* [EXERCISE OBJECTIVE] Search the data below for the word "linecap" and copy each line that holds it.

* [DATA PROVIDED]
----

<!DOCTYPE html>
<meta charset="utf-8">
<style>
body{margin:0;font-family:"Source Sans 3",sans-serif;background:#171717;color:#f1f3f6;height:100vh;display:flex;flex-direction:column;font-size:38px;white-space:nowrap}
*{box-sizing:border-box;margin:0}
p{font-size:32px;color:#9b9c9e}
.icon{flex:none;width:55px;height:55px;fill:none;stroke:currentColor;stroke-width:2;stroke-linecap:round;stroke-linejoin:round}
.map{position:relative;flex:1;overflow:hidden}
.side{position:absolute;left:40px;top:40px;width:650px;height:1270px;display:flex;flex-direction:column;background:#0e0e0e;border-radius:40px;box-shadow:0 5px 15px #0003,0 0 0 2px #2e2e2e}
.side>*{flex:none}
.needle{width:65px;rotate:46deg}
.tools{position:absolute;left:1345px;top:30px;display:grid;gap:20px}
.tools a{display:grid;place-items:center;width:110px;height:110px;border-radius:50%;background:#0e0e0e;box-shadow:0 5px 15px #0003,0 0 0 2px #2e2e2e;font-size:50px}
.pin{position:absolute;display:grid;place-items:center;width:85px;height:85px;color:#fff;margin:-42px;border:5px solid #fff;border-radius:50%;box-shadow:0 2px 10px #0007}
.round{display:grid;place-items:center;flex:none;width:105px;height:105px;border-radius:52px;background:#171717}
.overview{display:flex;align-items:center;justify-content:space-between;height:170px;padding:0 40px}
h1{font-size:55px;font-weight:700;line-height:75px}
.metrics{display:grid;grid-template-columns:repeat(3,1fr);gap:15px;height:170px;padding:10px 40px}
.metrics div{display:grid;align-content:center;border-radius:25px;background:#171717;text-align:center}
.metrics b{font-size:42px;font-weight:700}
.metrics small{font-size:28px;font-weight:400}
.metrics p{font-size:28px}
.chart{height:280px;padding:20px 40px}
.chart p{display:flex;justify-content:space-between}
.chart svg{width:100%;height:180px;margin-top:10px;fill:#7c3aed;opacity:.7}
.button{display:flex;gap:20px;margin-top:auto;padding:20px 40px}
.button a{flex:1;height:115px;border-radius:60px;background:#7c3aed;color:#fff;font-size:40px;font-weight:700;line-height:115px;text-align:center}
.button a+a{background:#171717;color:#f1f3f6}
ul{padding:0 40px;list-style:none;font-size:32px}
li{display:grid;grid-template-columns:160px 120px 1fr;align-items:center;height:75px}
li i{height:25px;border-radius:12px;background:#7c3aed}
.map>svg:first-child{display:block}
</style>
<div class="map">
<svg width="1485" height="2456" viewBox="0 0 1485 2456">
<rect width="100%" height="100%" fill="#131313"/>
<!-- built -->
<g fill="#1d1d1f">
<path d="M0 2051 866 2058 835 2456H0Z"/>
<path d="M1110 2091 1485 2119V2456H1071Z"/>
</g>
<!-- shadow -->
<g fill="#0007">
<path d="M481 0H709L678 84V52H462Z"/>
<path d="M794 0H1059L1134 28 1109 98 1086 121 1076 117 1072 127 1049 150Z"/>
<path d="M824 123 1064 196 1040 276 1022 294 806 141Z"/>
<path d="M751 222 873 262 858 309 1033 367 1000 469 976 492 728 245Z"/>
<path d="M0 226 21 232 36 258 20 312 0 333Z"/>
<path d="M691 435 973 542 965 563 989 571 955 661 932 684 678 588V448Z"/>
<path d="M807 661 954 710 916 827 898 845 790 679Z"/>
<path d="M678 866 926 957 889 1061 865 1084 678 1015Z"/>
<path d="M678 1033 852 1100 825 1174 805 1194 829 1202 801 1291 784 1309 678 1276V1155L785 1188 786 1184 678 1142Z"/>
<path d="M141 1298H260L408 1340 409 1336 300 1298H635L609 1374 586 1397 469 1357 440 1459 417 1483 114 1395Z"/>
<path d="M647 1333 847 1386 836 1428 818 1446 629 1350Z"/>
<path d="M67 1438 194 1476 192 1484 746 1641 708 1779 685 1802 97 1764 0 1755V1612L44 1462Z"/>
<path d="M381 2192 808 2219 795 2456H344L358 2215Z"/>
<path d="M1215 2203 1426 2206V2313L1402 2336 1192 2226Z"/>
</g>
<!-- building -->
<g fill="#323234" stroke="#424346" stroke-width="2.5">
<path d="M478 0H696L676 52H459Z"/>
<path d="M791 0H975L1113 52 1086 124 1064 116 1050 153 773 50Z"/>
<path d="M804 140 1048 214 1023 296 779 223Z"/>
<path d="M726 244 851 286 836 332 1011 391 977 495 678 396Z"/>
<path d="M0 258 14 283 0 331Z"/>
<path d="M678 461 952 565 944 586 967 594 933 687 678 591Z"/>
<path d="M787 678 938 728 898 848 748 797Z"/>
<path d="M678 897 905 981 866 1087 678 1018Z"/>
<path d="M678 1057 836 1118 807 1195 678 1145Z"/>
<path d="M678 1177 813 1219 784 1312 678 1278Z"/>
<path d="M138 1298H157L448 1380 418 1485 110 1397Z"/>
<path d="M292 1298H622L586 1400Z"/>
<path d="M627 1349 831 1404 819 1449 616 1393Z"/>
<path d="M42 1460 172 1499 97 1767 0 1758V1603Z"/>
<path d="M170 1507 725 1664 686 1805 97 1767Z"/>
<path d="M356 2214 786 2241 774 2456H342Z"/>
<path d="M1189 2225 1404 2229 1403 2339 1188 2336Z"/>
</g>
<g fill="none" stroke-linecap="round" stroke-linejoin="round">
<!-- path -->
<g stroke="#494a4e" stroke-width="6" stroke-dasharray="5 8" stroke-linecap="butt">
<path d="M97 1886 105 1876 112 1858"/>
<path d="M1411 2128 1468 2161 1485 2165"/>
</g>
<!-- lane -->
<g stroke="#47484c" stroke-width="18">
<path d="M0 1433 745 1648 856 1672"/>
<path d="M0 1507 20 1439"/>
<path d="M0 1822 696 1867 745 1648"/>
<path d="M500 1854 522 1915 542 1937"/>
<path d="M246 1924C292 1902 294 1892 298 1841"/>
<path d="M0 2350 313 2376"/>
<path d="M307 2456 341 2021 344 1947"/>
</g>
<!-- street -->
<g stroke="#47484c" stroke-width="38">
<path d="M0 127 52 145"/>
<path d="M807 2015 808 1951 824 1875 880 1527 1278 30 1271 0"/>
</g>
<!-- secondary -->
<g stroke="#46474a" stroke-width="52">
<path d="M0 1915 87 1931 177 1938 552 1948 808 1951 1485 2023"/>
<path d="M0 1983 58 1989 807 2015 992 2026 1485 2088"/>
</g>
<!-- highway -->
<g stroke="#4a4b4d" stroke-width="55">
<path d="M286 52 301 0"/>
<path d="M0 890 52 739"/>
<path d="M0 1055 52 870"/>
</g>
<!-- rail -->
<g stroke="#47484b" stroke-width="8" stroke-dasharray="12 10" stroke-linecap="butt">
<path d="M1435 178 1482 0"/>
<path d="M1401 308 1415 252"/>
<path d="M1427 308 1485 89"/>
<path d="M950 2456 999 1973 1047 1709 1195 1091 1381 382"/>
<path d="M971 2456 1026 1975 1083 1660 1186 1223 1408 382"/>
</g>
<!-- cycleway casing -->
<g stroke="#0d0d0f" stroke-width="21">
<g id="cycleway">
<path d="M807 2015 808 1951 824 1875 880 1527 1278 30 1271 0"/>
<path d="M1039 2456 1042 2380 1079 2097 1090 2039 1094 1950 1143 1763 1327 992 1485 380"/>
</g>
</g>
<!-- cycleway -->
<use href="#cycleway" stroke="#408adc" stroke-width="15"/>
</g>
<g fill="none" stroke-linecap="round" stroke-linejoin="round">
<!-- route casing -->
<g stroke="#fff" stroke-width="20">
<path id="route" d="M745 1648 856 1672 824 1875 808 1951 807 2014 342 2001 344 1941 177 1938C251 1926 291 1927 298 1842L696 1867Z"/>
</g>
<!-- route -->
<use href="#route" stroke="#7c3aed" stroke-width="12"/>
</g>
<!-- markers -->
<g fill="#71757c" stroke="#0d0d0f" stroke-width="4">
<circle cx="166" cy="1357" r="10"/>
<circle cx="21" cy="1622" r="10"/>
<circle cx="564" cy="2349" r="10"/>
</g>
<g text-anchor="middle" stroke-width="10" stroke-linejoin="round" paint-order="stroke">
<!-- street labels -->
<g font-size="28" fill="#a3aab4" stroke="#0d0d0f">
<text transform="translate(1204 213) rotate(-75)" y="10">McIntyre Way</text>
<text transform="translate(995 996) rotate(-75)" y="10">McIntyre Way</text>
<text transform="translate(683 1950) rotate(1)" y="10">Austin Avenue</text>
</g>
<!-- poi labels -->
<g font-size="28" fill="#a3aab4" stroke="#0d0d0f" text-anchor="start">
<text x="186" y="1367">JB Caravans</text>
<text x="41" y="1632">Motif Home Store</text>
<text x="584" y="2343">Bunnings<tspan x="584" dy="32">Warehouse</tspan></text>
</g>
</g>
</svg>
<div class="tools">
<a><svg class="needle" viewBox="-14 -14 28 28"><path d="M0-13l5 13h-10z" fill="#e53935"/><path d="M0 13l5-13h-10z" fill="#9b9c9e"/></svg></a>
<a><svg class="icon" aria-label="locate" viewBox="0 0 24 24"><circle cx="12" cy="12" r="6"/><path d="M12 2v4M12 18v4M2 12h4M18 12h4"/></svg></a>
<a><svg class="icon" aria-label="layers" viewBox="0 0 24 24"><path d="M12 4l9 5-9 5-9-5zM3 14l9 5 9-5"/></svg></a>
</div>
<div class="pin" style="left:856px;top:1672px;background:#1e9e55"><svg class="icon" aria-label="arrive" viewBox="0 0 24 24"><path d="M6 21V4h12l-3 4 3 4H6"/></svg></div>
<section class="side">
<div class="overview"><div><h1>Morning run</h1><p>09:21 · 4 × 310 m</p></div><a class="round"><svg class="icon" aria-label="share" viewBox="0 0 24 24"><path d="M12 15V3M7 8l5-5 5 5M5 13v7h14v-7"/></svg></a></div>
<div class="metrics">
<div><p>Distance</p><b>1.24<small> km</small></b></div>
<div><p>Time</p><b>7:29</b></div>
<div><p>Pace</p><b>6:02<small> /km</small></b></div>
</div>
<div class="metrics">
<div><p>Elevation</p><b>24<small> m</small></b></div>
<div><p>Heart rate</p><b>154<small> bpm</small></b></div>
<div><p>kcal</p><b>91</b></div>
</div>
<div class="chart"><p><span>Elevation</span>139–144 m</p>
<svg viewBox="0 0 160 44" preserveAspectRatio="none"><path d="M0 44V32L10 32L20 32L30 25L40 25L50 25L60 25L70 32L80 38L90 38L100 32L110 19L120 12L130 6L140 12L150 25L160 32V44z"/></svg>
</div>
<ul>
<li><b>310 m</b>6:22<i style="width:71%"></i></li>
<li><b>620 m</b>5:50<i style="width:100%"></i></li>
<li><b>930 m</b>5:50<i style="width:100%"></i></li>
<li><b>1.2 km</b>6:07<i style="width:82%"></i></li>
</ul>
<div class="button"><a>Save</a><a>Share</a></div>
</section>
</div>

----

* [ANSWER BOX]
.icon{flex:none;width:55px;height:55px;fill:none;stroke:currentColor;stroke-width:2;stroke-linecap:round;stroke-linejoin:round}
<g fill="none" stroke-linecap="round" stroke-linejoin="round">
<g stroke="#494a4e" stroke-width="6" stroke-dasharray="5 8" stroke-linecap="butt">
<g stroke="#47484b" stroke-width="8" stroke-dasharray="12 10" stroke-linecap="butt">
<g fill="none" stroke-linecap="round" stroke-linejoin="round">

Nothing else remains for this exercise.